Working-age Americans outpace the rest of the world when it
comes to planning for later life, as 75 percent report saving for
retirement compared to the international average of 62 percent.
“There’s no ‘one-size-fits-all’ approach to retirement, but
there are ways that everyone can plan for a better one,” said
Andrew Ireland, head of wealth management, HSBC Bank USA, N.A.
“This includes starting as early as possible, figuring out how much
you’ll need to fund the lifestyle you want and making sure you’re
properly covered for unexpected life events.”

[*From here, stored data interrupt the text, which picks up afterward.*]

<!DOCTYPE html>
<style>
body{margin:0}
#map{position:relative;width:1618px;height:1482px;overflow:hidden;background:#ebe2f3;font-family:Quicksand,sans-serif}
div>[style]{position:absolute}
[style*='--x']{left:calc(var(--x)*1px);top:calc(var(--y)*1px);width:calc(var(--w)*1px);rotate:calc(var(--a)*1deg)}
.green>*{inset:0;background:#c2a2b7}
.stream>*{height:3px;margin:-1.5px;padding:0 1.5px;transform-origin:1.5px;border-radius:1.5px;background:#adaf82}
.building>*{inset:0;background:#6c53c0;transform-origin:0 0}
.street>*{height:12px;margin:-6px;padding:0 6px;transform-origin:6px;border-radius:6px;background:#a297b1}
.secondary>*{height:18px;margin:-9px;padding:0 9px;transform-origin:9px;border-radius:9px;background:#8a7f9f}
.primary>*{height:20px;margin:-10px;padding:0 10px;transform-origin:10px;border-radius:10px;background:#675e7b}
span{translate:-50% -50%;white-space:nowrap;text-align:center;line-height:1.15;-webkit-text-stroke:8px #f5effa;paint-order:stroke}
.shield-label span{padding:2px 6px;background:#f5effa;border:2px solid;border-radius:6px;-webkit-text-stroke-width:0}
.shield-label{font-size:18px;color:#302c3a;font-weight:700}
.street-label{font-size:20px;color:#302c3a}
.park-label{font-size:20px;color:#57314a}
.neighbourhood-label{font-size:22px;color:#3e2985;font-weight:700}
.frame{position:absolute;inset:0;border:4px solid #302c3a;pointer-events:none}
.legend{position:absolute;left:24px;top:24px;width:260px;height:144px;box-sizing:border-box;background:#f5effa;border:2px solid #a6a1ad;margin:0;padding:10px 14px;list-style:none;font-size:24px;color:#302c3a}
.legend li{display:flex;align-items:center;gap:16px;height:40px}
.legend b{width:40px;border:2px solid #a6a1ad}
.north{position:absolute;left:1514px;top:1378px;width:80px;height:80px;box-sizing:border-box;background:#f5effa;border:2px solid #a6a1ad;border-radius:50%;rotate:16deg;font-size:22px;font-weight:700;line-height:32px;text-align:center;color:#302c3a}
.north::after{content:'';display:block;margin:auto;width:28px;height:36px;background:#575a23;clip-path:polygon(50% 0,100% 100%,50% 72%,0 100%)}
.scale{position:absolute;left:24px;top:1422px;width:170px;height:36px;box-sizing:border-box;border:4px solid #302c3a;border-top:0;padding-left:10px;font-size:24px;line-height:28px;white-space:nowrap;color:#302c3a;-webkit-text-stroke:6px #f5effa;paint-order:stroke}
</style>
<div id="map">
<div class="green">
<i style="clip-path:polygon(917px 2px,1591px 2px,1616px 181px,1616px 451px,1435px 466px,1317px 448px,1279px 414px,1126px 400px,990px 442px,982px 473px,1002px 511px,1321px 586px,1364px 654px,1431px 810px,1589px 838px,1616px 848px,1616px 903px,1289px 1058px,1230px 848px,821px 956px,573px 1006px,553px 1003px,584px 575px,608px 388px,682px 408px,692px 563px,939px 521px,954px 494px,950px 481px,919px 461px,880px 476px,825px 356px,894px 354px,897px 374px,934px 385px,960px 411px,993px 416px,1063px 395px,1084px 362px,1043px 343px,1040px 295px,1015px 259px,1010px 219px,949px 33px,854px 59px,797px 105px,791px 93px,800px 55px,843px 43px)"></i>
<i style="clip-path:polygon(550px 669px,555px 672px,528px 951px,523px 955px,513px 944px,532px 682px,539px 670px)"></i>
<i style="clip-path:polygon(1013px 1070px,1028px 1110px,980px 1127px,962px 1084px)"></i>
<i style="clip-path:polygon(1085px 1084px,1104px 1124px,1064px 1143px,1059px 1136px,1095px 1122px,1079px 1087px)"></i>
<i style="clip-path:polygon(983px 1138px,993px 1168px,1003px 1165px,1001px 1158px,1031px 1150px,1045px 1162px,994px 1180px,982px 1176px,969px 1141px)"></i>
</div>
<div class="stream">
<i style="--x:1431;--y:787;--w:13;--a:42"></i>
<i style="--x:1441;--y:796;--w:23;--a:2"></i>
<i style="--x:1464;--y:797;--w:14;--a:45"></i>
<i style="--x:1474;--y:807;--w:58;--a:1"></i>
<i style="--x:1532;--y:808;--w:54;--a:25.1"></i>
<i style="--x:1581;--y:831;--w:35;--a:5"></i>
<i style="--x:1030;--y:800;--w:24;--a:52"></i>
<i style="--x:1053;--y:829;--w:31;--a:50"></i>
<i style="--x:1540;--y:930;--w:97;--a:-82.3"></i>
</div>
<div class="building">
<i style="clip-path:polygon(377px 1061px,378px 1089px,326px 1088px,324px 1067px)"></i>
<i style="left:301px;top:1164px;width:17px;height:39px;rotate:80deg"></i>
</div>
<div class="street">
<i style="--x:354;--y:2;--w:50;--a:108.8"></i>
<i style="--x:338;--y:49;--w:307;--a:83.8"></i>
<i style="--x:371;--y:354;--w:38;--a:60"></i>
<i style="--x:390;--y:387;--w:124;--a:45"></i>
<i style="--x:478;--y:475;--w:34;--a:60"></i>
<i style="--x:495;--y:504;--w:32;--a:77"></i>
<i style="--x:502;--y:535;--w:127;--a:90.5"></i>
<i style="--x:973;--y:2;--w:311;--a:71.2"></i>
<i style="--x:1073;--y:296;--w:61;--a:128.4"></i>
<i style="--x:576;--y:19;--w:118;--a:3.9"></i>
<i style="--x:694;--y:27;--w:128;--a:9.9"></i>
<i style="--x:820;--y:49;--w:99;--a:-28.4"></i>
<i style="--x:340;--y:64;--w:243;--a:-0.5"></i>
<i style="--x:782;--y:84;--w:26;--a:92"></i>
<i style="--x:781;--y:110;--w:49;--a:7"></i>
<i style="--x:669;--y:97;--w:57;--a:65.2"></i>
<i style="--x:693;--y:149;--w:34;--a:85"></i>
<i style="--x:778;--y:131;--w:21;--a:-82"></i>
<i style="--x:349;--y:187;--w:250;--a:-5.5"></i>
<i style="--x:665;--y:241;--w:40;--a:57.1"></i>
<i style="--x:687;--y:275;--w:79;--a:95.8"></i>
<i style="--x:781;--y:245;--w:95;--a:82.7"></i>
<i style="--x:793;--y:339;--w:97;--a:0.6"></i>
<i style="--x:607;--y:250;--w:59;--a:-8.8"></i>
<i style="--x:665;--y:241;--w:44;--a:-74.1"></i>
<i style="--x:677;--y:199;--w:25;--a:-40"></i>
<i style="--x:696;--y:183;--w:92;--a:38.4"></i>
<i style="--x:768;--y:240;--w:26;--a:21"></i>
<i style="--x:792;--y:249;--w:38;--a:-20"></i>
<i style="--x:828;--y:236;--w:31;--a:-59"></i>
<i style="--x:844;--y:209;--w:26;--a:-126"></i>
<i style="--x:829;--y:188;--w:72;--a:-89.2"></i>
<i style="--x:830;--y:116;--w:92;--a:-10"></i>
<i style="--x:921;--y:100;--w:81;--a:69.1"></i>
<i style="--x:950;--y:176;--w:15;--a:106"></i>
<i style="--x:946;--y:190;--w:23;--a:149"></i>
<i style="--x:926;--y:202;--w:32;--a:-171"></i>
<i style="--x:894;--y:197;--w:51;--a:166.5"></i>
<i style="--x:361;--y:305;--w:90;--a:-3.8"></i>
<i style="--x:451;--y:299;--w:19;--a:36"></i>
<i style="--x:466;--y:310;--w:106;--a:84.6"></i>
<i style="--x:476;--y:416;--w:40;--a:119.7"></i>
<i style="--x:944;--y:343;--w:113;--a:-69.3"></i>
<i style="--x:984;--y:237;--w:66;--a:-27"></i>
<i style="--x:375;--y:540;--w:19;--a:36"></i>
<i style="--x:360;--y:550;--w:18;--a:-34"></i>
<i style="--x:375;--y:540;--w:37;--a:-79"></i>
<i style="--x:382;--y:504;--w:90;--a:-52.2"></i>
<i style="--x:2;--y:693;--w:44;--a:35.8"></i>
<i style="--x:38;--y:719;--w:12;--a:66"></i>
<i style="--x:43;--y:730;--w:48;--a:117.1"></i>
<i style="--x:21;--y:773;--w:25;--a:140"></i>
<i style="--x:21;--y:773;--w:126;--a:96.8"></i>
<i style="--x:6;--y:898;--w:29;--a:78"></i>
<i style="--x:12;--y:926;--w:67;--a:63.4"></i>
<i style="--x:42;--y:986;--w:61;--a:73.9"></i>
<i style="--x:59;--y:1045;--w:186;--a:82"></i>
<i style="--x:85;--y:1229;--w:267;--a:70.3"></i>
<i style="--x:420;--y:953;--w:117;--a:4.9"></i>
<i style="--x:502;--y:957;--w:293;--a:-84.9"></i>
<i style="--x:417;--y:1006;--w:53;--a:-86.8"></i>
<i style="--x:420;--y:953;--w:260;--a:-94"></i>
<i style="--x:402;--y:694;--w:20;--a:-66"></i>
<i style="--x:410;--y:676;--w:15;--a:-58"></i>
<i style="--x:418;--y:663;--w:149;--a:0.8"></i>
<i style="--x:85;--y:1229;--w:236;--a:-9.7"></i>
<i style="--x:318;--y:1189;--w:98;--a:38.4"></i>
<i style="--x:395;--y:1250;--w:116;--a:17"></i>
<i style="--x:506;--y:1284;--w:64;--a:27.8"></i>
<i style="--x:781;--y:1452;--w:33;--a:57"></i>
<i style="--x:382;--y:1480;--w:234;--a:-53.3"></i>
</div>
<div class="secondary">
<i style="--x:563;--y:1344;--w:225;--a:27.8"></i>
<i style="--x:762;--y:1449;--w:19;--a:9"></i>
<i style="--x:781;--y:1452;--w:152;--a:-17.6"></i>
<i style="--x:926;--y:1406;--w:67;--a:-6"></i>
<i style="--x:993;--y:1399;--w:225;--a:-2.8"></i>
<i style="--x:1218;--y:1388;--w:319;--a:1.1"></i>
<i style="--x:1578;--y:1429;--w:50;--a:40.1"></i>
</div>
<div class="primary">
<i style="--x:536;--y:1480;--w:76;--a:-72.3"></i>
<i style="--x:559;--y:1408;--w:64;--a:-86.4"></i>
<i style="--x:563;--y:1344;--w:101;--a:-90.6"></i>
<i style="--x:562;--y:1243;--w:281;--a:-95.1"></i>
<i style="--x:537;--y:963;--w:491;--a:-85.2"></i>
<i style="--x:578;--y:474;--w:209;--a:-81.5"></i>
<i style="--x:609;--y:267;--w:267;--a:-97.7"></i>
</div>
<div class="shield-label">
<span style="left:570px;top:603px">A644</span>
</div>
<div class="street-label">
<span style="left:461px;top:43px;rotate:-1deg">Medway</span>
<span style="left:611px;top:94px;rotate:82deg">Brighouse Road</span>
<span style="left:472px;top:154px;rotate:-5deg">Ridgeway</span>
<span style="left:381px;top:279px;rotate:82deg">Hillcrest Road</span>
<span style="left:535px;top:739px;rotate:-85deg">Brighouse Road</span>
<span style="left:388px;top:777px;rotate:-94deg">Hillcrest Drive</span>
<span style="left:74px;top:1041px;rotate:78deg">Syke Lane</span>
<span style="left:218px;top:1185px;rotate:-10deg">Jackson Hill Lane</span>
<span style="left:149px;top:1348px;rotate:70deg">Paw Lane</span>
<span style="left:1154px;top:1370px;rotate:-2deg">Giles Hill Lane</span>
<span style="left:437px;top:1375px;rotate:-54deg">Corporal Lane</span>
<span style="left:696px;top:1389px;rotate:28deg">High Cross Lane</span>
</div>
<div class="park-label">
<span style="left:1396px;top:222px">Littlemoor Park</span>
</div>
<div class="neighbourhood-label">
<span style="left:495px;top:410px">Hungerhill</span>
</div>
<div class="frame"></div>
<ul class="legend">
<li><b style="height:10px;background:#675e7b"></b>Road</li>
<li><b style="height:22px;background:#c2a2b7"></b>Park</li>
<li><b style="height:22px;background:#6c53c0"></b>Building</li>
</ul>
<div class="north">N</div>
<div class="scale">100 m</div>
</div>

The Future of Retirement report concludes that financial
confidence around the world is now on the rise. As the U.S.
continues to recover from the global economic downturn, 41 percent
of pre-retirees feel more optimistic about their financial
prospects than they did one year ago.
Still, almost half (45 percent) of working-age people globally
believe the cost of living is increasing faster than their
income.
Note to editors
1. Australia, Brazil, Canada, France, Hong Kong, India,
Indonesia, Malaysia, Mexico, Singapore, Taiwan, Turkey, United Arab
Emirates, United Kingdom, United States.
About the report:
HSBC's The Future of Retirement report is a world-leading
independent research study into global retirement trends. It
provides authoritative insights into the key issues associated with
aging populations and increasing life expectancy around the world.
The latest global report, A balancing act, is the 10th in the
series and is based on an online survey of over 16,000 people in 15
countries and territories. Since The Future of Retirement program
began in 2005, more than 142,000 people worldwide have been
surveyed.
U.S. findings are based on a nationally representative survey of
1,000 people of working age (25 and over) and in retirement. It was
conducted online by Ipsos MORI between August and September
2014.
For more information about The Future of Retirement, and to view
all previous global and country reports, visit
www.hsbc.com/retirement.
About HSBC:
HSBC Holdings plc, the parent company of the HSBC Group, is
headquartered in London. The Group serves customers worldwide from
more than 6,200 offices in 74 countries and territories in Europe,
the Asia-Pacific region, North and Latin America, and the Middle
East and North Africa. With assets of US$2,729bn at 30 September
2014, HSBC is one of the world's largest banking and financial
services organisations.
HSBC Bank USA, National Association (HSBC Bank USA, N.A.), with
total assets of US $168.4bn at 30 September 2014 (US GAAP), serves
about 2.4 million customers through retail banking and wealth
management, commercial banking, private banking, asset management,
and global banking and markets segments. It operates more than 240
bank branches throughout the United States. There are over 155 in
New York State as well as branches in: California; Connecticut;
Delaware; Washington, D.C.; Florida; Maryland; New Jersey;
Pennsylvania; Virginia; and Washington State. HSBC Bank USA, N.A.
is the principal subsidiary of HSBC USA Inc., an indirect,
wholly-owned subsidiary of HSBC North America Holdings Inc. HSBC
Bank USA, N.A. is a member of the FDIC.